Problem statement | The listing below holds a line with "Map reading. Give" and a line with "Task: Build a". Reproduce those two lines exactly, plus everything between them.

# # #

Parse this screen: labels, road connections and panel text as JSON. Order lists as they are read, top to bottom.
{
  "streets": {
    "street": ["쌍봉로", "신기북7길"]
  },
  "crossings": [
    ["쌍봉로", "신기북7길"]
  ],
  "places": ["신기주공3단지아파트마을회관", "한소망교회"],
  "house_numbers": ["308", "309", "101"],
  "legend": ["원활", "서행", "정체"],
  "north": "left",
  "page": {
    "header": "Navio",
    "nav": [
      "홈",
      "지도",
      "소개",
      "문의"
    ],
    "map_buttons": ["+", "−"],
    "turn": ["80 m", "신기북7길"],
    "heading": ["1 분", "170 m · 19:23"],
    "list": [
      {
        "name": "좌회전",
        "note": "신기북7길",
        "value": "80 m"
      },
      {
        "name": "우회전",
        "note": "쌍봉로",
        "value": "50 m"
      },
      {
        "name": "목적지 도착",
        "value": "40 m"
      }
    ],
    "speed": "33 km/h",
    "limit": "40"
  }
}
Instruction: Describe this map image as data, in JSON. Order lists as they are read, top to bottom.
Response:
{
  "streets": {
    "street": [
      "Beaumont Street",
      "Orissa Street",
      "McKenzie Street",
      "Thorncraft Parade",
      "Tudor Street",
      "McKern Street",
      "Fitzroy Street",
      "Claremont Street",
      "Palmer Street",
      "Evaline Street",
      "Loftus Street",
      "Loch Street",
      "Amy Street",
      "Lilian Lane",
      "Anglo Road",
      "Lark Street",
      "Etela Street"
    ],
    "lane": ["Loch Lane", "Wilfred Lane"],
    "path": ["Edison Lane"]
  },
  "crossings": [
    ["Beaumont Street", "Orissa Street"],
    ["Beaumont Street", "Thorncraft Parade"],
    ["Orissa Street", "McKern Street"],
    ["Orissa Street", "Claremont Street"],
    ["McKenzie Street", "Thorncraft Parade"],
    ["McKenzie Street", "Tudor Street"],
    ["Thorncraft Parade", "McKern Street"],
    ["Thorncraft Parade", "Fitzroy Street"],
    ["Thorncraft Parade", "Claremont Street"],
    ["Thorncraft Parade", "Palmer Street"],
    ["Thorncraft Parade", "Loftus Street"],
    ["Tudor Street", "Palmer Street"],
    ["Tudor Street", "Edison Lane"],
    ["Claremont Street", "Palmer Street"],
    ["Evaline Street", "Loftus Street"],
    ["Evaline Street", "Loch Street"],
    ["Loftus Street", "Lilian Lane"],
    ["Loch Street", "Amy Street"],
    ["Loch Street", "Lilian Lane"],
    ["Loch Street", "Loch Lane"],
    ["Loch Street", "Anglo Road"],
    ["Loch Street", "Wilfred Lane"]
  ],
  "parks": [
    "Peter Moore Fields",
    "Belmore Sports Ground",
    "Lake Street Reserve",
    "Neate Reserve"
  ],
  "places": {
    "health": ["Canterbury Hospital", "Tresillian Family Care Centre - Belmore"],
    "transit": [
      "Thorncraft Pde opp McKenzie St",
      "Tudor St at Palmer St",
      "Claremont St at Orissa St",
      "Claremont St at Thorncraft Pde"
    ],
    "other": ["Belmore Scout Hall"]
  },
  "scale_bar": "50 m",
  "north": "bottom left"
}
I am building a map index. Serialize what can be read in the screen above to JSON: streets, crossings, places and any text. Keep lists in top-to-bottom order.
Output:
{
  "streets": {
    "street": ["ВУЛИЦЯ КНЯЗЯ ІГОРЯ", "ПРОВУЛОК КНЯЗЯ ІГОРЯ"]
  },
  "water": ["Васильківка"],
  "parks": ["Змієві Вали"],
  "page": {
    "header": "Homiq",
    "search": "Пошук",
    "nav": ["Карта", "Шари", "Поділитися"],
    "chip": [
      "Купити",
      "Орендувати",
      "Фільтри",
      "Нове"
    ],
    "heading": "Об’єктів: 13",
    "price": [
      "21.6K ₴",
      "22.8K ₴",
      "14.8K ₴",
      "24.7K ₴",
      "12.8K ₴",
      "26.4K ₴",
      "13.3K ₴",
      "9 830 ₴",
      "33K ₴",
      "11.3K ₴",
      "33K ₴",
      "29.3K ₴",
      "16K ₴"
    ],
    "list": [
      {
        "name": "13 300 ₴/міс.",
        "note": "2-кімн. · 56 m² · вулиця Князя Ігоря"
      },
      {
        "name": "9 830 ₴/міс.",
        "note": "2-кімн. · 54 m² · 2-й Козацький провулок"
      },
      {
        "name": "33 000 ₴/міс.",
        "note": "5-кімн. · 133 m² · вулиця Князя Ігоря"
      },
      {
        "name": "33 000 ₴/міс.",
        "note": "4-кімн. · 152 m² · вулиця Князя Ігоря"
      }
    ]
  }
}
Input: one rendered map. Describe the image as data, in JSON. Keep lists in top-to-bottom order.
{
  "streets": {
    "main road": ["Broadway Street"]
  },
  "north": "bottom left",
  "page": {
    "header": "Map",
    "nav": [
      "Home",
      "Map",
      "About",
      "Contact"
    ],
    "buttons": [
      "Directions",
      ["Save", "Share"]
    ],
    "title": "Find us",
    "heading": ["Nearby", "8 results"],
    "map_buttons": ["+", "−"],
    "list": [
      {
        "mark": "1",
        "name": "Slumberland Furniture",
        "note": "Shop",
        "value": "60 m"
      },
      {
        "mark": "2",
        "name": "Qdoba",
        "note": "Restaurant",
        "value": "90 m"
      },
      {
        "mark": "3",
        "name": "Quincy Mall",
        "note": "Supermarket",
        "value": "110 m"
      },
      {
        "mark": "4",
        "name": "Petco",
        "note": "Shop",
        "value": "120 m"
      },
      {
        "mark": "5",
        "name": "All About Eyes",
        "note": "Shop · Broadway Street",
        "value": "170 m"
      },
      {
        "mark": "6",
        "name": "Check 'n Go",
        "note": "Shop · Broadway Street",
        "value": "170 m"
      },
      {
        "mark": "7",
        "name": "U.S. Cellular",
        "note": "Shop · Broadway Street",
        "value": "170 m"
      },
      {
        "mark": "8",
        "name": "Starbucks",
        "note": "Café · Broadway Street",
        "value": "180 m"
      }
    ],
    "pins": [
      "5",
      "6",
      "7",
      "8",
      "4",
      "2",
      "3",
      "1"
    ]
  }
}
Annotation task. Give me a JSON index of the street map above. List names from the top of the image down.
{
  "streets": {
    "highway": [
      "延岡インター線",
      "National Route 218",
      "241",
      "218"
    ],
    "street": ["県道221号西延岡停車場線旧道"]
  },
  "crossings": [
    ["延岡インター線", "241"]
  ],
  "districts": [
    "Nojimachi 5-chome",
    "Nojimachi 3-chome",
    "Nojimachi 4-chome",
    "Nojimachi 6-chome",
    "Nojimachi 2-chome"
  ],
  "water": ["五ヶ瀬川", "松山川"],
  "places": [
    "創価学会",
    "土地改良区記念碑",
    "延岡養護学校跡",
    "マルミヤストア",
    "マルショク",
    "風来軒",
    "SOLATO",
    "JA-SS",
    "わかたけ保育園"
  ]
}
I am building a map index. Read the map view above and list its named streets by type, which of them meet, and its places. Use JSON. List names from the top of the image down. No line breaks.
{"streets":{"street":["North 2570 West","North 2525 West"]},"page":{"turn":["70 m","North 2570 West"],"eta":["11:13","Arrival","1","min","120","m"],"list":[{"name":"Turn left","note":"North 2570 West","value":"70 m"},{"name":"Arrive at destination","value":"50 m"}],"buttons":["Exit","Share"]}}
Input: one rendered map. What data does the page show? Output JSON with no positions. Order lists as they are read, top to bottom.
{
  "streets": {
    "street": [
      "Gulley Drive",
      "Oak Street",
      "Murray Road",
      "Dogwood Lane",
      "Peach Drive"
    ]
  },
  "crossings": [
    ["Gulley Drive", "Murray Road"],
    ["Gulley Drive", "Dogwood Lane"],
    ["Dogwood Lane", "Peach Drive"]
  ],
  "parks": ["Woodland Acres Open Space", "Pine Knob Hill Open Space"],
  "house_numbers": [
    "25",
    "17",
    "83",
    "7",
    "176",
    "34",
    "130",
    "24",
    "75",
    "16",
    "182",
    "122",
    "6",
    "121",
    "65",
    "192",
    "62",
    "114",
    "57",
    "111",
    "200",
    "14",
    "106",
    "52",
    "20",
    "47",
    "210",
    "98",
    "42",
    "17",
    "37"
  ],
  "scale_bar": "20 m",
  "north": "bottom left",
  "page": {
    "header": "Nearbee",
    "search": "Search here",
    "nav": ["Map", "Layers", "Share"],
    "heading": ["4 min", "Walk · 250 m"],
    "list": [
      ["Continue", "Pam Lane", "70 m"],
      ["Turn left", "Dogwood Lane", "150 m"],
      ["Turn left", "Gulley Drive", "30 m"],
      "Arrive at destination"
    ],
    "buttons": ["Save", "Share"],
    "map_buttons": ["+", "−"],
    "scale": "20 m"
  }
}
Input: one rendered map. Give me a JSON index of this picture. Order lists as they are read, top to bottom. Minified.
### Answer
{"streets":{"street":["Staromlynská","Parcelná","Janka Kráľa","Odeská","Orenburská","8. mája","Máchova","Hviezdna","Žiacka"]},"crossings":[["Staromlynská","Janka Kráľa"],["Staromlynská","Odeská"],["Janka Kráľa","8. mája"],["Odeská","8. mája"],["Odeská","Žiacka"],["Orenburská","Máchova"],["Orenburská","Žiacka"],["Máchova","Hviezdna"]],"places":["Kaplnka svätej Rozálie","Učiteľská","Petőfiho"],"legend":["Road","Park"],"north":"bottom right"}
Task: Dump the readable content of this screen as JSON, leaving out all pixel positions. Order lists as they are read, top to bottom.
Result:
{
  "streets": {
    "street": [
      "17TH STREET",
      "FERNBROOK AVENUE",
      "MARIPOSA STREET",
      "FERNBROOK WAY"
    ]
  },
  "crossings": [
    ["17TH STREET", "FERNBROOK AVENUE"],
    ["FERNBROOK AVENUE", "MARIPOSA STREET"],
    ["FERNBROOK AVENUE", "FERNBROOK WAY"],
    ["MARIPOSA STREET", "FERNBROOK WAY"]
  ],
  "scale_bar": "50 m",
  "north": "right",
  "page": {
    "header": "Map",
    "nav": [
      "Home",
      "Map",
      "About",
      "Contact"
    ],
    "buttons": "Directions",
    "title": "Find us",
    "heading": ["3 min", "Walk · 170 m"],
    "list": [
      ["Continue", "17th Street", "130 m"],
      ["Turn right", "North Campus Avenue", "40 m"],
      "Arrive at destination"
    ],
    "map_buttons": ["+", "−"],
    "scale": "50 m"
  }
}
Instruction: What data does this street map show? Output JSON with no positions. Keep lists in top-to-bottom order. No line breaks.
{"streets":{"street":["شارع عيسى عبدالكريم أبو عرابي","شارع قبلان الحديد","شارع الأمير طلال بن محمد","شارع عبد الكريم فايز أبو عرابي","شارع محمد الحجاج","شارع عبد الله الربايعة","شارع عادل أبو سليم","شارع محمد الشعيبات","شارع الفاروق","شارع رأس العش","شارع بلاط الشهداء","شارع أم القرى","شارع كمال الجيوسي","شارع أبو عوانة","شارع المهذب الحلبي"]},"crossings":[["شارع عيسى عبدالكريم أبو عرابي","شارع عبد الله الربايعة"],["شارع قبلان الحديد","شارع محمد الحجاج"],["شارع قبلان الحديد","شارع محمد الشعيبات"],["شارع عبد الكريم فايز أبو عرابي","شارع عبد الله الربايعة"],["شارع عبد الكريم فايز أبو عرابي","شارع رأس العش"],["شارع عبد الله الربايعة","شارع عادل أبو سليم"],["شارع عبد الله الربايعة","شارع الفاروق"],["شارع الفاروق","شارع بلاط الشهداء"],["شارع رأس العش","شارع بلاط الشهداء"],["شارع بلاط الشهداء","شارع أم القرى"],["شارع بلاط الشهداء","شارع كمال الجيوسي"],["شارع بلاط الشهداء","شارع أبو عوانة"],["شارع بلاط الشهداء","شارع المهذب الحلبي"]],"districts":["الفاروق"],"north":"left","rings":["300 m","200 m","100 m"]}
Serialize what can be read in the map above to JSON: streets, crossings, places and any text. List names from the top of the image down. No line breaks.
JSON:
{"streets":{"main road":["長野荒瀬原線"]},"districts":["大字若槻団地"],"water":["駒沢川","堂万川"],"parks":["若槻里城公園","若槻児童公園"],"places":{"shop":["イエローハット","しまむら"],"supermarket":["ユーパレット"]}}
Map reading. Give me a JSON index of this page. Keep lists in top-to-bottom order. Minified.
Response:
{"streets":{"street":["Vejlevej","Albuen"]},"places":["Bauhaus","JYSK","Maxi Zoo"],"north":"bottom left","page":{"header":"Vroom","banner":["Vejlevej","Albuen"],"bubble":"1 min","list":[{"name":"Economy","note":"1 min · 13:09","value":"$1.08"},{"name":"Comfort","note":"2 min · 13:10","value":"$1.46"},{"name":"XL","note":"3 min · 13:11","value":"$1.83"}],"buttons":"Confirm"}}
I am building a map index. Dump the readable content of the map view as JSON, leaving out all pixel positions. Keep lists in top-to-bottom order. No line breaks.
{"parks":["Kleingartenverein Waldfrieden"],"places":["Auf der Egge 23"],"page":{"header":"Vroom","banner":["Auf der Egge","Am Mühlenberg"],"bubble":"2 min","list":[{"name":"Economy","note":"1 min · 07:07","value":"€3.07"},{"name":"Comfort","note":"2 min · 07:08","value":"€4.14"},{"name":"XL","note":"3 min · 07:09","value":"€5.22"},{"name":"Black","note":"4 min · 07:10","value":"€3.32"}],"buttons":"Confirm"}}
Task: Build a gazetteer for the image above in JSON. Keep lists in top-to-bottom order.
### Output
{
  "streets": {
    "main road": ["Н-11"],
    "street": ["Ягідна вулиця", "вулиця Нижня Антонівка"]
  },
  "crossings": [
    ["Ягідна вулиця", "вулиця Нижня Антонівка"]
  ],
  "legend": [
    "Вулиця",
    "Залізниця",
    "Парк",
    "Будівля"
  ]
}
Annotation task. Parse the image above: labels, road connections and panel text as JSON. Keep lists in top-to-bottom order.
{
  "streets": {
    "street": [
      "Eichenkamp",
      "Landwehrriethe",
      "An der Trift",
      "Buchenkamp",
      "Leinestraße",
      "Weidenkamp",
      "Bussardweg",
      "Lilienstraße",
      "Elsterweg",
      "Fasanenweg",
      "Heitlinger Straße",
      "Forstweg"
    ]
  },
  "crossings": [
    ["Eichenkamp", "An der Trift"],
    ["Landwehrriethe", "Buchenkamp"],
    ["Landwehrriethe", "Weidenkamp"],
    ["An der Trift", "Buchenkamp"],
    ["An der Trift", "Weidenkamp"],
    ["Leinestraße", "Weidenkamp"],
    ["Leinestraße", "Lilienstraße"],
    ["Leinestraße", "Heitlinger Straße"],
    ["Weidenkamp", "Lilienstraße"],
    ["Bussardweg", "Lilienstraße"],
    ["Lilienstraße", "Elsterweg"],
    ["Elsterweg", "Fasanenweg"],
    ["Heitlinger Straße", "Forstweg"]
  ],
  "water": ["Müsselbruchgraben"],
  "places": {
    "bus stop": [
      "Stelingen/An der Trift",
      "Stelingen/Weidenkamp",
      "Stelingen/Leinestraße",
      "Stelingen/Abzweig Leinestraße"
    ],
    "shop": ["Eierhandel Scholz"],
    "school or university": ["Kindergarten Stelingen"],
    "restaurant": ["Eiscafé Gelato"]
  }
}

# # #

Response to the task |
Map reading. Give me a JSON index of this page. Keep lists in top-to-bottom order. Minified.
Response:
{"streets":{"street":["Vejlevej","Albuen"]},"places":["Bauhaus","JYSK","Maxi Zoo"],"north":"bottom left","page":{"header":"Vroom","banner":["Vejlevej","Albuen"],"bubble":"1 min","list":[{"name":"Economy","note":"1 min · 13:09","value":"$1.08"},{"name":"Comfort","note":"2 min · 13:10","value":"$1.46"},{"name":"XL","note":"3 min · 13:11","value":"$1.83"}],"buttons":"Confirm"}}
I am building a map index. Dump the readable content of the map view as JSON, leaving out all pixel positions. Keep lists in top-to-bottom order. No line breaks.
{"parks":["Kleingartenverein Waldfrieden"],"places":["Auf der Egge 23"],"page":{"header":"Vroom","banner":["Auf der Egge","Am Mühlenberg"],"bubble":"2 min","list":[{"name":"Economy","note":"1 min · 07:07","value":"€3.07"},{"name":"Comfort","note":"2 min · 07:08","value":"€4.14"},{"name":"XL","note":"3 min · 07:09","value":"€5.22"},{"name":"Black","note":"4 min · 07:10","value":"€3.32"}],"buttons":"Confirm"}}
Task: Build a gazetteer for the image above in JSON. Keep lists in top-to-bottom order.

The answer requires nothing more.